INPUT FOR THIS TASK:
______________________________
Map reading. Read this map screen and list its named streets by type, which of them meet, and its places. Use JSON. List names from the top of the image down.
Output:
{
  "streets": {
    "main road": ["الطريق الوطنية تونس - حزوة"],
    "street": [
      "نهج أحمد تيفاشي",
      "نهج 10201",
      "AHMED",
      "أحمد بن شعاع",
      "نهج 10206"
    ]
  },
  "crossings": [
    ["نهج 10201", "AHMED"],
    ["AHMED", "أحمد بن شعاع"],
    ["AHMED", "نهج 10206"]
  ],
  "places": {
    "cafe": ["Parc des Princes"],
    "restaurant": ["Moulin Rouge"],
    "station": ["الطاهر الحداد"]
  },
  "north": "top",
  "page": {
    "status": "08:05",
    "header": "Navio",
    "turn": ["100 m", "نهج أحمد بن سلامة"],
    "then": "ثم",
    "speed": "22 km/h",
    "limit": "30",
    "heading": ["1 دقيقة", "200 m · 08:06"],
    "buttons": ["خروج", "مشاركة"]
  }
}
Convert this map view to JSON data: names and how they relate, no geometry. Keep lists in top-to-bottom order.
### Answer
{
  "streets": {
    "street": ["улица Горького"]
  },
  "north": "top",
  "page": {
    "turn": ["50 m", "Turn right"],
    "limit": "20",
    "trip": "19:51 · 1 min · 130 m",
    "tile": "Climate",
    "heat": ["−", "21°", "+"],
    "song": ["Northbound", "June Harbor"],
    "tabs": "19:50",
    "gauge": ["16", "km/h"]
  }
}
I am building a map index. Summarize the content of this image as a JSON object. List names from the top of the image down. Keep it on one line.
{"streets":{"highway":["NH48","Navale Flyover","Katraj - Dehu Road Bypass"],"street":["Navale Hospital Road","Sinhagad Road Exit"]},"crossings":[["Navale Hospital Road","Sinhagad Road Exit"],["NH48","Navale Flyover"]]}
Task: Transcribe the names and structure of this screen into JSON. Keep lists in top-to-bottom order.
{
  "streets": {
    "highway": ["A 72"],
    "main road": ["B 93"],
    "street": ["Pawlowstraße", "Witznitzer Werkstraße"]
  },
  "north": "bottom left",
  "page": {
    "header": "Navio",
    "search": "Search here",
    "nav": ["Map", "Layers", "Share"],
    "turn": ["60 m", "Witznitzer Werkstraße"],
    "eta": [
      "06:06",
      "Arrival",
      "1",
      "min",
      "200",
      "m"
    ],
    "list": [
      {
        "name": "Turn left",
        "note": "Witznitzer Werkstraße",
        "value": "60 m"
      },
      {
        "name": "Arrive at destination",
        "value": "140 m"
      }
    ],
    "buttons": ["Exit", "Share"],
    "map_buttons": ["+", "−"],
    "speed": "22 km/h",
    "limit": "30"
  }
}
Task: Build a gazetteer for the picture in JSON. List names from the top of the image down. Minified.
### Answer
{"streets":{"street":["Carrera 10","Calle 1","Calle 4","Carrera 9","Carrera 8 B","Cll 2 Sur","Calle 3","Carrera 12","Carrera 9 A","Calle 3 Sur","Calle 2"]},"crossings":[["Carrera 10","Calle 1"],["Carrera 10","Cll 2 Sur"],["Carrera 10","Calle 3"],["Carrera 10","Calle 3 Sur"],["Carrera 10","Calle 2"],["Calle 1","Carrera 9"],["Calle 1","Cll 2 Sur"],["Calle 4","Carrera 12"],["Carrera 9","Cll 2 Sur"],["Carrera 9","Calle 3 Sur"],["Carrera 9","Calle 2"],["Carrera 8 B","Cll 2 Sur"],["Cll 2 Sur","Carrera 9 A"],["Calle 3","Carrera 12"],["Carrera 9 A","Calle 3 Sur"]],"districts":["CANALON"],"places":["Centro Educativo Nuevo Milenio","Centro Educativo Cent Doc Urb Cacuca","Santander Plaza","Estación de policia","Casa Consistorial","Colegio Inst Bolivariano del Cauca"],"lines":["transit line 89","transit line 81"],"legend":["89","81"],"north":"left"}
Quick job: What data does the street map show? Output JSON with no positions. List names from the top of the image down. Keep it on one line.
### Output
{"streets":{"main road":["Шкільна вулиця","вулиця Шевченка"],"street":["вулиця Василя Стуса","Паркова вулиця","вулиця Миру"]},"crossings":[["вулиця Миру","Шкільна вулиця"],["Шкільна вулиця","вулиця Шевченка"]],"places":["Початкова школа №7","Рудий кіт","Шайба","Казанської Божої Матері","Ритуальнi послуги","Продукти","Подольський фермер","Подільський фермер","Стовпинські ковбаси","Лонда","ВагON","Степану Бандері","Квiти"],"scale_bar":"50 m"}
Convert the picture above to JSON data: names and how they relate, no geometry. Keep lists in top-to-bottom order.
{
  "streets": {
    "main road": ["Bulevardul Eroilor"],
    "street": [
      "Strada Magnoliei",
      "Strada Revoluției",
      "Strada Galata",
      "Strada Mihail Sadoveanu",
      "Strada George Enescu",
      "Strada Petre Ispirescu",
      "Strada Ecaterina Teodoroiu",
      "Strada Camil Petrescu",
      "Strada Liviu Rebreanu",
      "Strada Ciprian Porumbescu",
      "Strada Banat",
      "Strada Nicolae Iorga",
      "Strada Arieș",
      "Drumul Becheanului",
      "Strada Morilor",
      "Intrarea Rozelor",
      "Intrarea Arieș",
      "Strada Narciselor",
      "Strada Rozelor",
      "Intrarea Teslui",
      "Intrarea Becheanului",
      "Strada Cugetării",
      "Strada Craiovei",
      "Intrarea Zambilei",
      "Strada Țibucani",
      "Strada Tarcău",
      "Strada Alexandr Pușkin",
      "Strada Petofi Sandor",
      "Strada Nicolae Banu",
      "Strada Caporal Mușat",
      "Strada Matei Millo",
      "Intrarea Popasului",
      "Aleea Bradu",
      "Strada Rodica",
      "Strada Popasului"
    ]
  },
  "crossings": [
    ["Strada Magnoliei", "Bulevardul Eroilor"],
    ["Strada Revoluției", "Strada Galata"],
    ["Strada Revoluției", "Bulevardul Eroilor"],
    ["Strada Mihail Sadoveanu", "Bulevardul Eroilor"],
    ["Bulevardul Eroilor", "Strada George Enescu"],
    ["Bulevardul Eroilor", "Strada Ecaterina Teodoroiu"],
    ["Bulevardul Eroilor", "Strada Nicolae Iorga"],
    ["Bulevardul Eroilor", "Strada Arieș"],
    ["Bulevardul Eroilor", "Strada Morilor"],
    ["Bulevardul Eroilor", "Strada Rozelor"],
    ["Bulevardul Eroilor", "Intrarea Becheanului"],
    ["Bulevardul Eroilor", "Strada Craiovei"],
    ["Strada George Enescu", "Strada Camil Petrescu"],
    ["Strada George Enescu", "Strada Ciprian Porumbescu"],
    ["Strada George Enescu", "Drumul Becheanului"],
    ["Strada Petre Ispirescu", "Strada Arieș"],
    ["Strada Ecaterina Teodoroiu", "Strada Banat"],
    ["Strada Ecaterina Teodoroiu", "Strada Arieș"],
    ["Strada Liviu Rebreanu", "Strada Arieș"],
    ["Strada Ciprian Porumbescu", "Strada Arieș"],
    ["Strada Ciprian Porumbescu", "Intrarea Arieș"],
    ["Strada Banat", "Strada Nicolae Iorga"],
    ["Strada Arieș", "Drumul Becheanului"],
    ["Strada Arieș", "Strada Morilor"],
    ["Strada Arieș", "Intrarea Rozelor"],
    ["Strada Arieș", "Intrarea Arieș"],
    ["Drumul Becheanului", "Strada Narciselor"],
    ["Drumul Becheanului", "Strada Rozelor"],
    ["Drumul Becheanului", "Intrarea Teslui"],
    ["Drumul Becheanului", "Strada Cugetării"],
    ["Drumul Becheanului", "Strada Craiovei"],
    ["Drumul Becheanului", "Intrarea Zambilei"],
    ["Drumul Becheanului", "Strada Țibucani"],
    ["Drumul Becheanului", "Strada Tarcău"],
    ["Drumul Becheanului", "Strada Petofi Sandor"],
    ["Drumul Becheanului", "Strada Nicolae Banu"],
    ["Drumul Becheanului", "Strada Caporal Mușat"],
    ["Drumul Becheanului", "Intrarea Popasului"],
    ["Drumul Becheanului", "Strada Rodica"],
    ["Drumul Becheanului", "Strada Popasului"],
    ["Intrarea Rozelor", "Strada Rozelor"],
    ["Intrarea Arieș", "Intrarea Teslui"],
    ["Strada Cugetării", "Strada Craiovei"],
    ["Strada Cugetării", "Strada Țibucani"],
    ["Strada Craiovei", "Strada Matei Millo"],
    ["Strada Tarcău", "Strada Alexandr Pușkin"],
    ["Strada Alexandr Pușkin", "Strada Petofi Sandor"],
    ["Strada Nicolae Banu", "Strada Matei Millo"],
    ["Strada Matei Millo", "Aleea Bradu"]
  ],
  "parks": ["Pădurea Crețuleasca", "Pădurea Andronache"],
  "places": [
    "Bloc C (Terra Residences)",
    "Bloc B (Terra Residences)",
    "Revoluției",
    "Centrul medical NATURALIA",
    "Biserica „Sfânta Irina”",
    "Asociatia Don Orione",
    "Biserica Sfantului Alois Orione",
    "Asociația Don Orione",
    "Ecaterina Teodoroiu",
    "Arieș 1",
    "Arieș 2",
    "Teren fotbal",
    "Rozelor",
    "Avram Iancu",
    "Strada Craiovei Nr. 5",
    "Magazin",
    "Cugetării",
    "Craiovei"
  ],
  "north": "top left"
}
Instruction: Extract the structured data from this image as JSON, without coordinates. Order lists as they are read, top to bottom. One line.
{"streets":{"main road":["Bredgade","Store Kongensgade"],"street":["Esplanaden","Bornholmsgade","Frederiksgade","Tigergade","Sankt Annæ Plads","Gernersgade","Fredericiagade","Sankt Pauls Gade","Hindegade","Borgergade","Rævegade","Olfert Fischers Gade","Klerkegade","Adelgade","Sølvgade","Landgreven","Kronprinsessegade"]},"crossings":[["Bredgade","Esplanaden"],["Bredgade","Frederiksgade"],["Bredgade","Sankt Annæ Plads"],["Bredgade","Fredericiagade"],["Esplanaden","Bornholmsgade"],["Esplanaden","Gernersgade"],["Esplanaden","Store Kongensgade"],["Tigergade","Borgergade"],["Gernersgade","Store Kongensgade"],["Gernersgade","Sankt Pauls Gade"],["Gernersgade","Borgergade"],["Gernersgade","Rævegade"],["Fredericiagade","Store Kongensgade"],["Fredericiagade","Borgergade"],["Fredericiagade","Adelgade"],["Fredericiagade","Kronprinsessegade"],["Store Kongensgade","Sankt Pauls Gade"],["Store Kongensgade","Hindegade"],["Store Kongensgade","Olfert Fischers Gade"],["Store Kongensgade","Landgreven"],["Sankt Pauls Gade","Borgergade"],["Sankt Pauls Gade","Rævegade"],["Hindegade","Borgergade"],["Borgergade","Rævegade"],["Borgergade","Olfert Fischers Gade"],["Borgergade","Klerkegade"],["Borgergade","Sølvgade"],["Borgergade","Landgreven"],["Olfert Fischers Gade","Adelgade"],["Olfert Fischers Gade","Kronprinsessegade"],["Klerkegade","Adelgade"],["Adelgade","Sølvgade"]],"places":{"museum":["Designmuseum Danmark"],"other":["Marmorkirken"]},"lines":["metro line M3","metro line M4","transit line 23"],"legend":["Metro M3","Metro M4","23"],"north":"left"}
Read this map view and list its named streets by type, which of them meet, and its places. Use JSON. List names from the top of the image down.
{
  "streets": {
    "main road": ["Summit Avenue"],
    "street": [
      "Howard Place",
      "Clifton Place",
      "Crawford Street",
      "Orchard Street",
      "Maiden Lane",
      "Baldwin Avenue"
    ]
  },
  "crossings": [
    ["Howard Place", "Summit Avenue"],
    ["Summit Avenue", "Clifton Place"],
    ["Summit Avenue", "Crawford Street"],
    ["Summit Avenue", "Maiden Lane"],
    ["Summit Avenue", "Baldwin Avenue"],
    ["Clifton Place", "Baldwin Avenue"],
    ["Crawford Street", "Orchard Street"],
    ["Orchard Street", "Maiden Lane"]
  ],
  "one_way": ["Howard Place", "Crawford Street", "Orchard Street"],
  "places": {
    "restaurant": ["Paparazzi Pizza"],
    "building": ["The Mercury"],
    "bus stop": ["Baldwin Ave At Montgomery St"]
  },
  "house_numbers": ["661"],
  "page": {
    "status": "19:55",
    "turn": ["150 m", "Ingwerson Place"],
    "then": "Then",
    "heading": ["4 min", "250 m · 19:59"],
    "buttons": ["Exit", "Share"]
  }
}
______________________________
EXERCISE AIM:
Search the records line by line for the word "Rozelor" and copy every line where it appears.

TASK SOLUTION:
      "Intrarea Rozelor",
      "Strada Rozelor",
    ["Bulevardul Eroilor", "Strada Rozelor"],
    ["Strada Arieș", "Intrarea Rozelor"],
    ["Drumul Becheanului", "Strada Rozelor"],
    ["Intrarea Rozelor", "Strada Rozelor"],
    "Rozelor",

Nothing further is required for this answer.